Data: 2003-01-27 14:33:51
Temat: Re: (prawie) OT, ale jak sie nie podziele, to padne :))
Od: "Aneta" <a...@w...pl>
Pokaż wszystkie nagłówki
Użytkownik "Kruszynka" <l...@w...pl> napisał w wiadomości
news:b136fg$glj$1@news.tpi.pl...
> Ach, swiat jest piekny. W piatek wracam baaardzo pozno do domu,
zmordowana,
> wykonczona, zwalam sie na wersalke i przez pewiem czas patrze na regal na
> przeciwko. Cos mi nie gra. Zwlekam sie z wyrka, podpelzam do regalu - tak,
> to jednak prawda: stoi sobie jakby nigdy nic krem AA, a obok kopa probek
(od
> Ziai po Avene, La Roche, Lierac itp.). Moj maz in spe, milczacy jak zwykle
> (bo on nalezy do gatunku wyciszonych i malomownych :) ), mowi jakby nigdy
> nic: Wiesz, bylem w aptece po lekarstwo, no i pomyslalem, ze moze chcesz
> krem i probki.
> Rany, jak on to zrobil, ze mu dali tyle tych probek, to ja nie mam
pojecia.
> No i krem. Krem jest odzywczo-wygladzajacy z olejem jojoba, witaminami A i
E
> do kazdego rodzaju cery (seria pomaranczowa). Bardzo dobry moim zdaniem.
> Uzywam na noc.
> Sorry, ze tak bez sensu pisze, ale musialam sie podzielic, bo mysle o tym
> caly czas. Boze, jak cudownie, ze sa na swiecie tacy mezczyzni!
>
> Kruszynka
> (pekajac z dumy, zawolala na caly Internet.

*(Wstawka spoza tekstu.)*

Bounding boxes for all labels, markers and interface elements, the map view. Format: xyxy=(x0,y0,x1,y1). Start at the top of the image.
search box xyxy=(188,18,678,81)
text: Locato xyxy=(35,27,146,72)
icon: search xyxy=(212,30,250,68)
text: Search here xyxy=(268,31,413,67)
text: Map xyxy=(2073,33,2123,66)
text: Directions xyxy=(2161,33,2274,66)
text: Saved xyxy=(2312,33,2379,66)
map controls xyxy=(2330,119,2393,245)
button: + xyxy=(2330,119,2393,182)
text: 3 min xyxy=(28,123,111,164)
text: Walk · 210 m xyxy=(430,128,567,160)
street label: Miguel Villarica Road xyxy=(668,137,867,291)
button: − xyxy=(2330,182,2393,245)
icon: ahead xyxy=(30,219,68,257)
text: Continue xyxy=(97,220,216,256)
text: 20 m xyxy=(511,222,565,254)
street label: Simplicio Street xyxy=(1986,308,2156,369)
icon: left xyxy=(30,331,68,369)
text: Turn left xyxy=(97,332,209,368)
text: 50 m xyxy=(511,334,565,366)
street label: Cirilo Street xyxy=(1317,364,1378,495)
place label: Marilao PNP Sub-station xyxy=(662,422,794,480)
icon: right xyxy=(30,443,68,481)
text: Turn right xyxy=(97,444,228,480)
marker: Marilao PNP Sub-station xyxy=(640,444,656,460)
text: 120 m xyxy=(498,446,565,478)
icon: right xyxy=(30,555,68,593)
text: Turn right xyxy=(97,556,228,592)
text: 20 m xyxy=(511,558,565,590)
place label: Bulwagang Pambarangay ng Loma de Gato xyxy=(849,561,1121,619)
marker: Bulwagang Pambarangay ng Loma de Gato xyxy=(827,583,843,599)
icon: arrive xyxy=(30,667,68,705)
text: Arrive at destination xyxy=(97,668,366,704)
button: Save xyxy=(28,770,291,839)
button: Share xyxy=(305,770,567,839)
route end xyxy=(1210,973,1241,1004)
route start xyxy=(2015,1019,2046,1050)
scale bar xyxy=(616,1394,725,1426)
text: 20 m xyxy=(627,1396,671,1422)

> Mmmrrrrrrrrrrr, mmmmmmmrrrrrrrrrrrr, jak wroci z pracy, bedzie mial na
stole
> cos pysznego :)))) )
>
a moje kochanie jak jest gdzieś w delegacji to zawsze jakiś ciuszek
(najczęściej bieliznę) przywiezie. jeszcze nigdy się nie pomylił.